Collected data
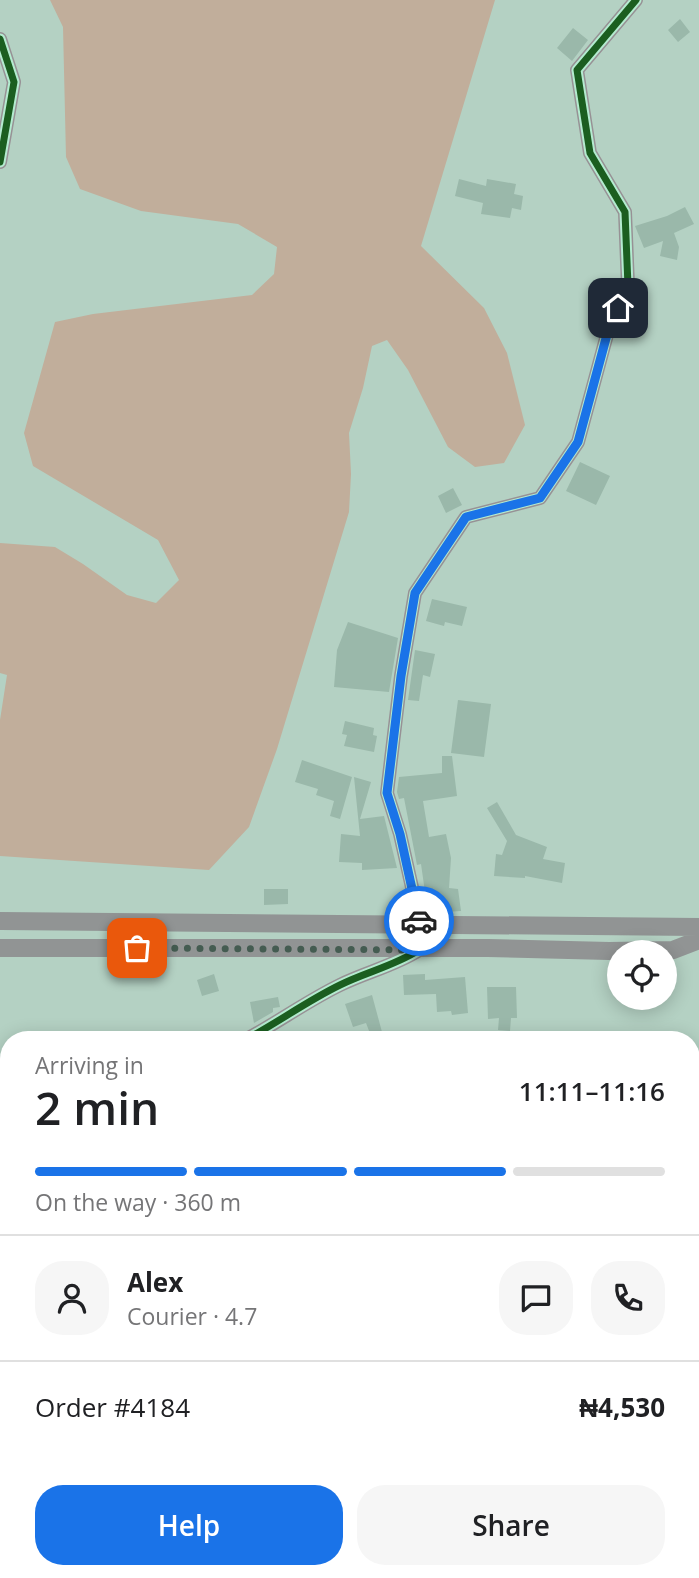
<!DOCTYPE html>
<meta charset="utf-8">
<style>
body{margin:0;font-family:"Open Sans",sans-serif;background:#f6f6f6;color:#202124;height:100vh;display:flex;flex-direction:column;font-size:26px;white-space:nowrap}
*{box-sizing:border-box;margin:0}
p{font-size:23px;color:#757577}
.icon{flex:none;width:38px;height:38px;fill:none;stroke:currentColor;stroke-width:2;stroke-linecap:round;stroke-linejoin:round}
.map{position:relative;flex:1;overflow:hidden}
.drawer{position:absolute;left:0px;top:1031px;width:700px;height:548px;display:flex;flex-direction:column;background:#fff;border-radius:28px 28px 0 0;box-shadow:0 4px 18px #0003}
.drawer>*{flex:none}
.controls{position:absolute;left:607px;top:940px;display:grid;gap:14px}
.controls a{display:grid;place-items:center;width:70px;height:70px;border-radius:50%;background:#fff;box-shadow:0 4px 18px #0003;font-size:35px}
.pin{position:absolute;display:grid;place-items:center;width:60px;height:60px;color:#fff;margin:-30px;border-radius:14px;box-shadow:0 4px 10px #0006}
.courier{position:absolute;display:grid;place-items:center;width:70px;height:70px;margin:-35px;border:5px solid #1a73e8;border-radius:50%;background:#fff;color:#222;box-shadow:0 2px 9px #0007}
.summary em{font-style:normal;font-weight:600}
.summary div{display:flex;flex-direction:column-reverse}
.summary{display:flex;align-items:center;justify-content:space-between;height:119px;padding:0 35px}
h1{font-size:46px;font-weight:600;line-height:52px}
.bar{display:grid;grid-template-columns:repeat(4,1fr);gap:10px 7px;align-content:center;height:84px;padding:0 35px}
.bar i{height:9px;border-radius:5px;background:#e0e0e0}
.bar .active{background:#1a73e8}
.bar p{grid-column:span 4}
.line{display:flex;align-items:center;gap:18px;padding:0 35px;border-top:2px solid #e0e0e0}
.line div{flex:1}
.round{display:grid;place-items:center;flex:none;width:74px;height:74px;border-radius:28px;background:#f6f6f6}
.action{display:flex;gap:14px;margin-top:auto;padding:14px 35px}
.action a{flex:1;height:80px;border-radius:28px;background:#1a73e8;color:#fff;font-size:28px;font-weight:600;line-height:80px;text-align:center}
.action a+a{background:#f6f6f6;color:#202124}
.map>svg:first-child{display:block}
</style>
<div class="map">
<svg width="699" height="1578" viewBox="0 0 699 1578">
<rect width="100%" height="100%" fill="#b4d1c3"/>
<path fill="#c1ae9b" d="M50,0H495L421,246L484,308L507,353L525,425L504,463L475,467L448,447L408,370L387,340L372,346L363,388L349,433L351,474L349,512L277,749L249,827L209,870L0,856V720L7,675L0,673V543L55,547L83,564L127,595L156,603L179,580L158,540L33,466L24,433L55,322L93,314L252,295L274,274L277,247L238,224L141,211L80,189L66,157L63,27Z"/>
<path fill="#9ab8aa" d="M680,19L690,32L678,42L668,30Z
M573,28L588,40L572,61L557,48Z
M459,179L486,186L487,179L516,184L514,194L523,196L521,210L512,208L510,218L481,214L483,203L455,196Z
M685,207L694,224L674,233L679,247L677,260L660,256L663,241L644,248L635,226L667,216Z
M580,462L610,476L596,505L566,491Z
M453,488L462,505L446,513L438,496Z
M432,599L467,607L462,626L445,622L444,626L426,621Z
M348,622L398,638L389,692L334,687L337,650Z
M415,650L435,654L430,677L423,675L419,701L408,700Z
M458,700L491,704L484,757L451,753Z
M345,721L374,728L373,735L377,736L374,752L344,746L347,735L342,734Z
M442,756H452L457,796L423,801L429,837L446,834L451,858L449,888L458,889L461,911L428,913L421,864L417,865L404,798L399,799L397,792L399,777L442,773Z
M302,760L352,777L340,819L330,816L334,801L316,795L318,789L295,782Z
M354,777L371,782L360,819L384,816L397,868L362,870V863L339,862L341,834L360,836Z
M497,802L516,835L547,847L543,859L565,863L562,883L525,876V878L494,876L496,854L502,855L507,841L487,808Z
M264,889H288V904L264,905Z
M214,974L219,991L202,996L197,980Z
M425,974V980L465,977L468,1013L452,1015L451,1011L437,1012L436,994L404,995L403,975Z
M487,987H516L517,1018H511L510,1031L498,1030L499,1018L488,1019Z
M372,995L382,1032L371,1036L366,1023L353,1027L345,1004Z
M278,997L280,1007L273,1008V1012L254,1023L250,1002Z"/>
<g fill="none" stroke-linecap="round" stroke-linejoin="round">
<path stroke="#979195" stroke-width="14" d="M0,39L14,82L0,162
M245,1040C277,1023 307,1001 340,985C366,972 394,966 419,950L420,923L400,834L387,793L401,676L415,593L466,517L540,498L578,442L608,331L628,286L625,212L590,153L577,70L636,0
M0,1403L9,1387
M691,1432L699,1418
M624,1578L628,1570"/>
<path stroke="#919494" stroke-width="18" d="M0,921L699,927
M0,948H488L609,951L673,950L699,940"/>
<g stroke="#b4ebd0" stroke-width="11">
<path id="cycleway" d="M0,39L14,82L0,162
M245,1040C277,1023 307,1001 340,985C366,972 394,966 419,950L420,923L400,834L387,793L401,676L415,593L466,517L540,498L578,442L608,331L628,286L625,212L590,153L577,70L636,0"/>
</g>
<use href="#cycleway" stroke="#1b5e20" stroke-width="7"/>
</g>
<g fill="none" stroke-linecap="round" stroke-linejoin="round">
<path stroke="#445c51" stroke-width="7" stroke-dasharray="0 12.6" d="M137,948L419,950V921"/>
<path stroke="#1a73e8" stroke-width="9" d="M419,921L400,834L387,793L401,676L415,593L466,517L540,498L578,442L608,331L618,308"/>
</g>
</svg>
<div class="controls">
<a><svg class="icon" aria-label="locate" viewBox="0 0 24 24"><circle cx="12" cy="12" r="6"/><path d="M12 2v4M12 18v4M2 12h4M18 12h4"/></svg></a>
</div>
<div class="pin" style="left:137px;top:948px;background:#ea580c"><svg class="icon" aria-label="bag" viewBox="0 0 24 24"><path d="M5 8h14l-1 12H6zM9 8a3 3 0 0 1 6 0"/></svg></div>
<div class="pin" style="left:618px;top:308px;background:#1f2937"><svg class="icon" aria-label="home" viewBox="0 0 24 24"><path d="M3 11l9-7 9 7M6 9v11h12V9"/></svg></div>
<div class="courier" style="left:419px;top:921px"><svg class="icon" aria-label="car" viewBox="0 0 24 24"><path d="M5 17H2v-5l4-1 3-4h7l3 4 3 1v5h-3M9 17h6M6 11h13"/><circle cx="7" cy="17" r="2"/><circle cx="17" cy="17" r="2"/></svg></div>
<section class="drawer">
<div class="summary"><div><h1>2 min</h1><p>Arriving in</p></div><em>11:11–11:16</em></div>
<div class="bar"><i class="active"></i><i class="active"></i><i class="active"></i><i></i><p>On the way · 360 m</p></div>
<div class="line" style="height:126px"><a class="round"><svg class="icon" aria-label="person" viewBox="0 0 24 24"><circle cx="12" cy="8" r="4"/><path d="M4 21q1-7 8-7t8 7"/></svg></a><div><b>Alex</b><p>Courier · 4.7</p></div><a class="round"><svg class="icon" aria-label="chat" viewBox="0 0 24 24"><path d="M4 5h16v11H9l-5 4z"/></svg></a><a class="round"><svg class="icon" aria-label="phone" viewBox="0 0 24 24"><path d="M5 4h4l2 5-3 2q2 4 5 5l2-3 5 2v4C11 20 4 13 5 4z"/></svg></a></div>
<div class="line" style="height:91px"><div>Order #4184</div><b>₦4,530</b></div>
<div class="action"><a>Help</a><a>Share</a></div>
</section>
</div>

(Action item): Return the lines above that include the string "summary".

(Answer to the problem):
.summary em{font-style:normal;font-weight:600}
.summary div{display:flex;flex-direction:column-reverse}
.summary{display:flex;align-items:center;justify-content:space-between;height:119px;padding:0 35px}
<div class="summary"><div><h1>2 min</h1><p>Arriving in</p></div><em>11:11–11:16</em></div>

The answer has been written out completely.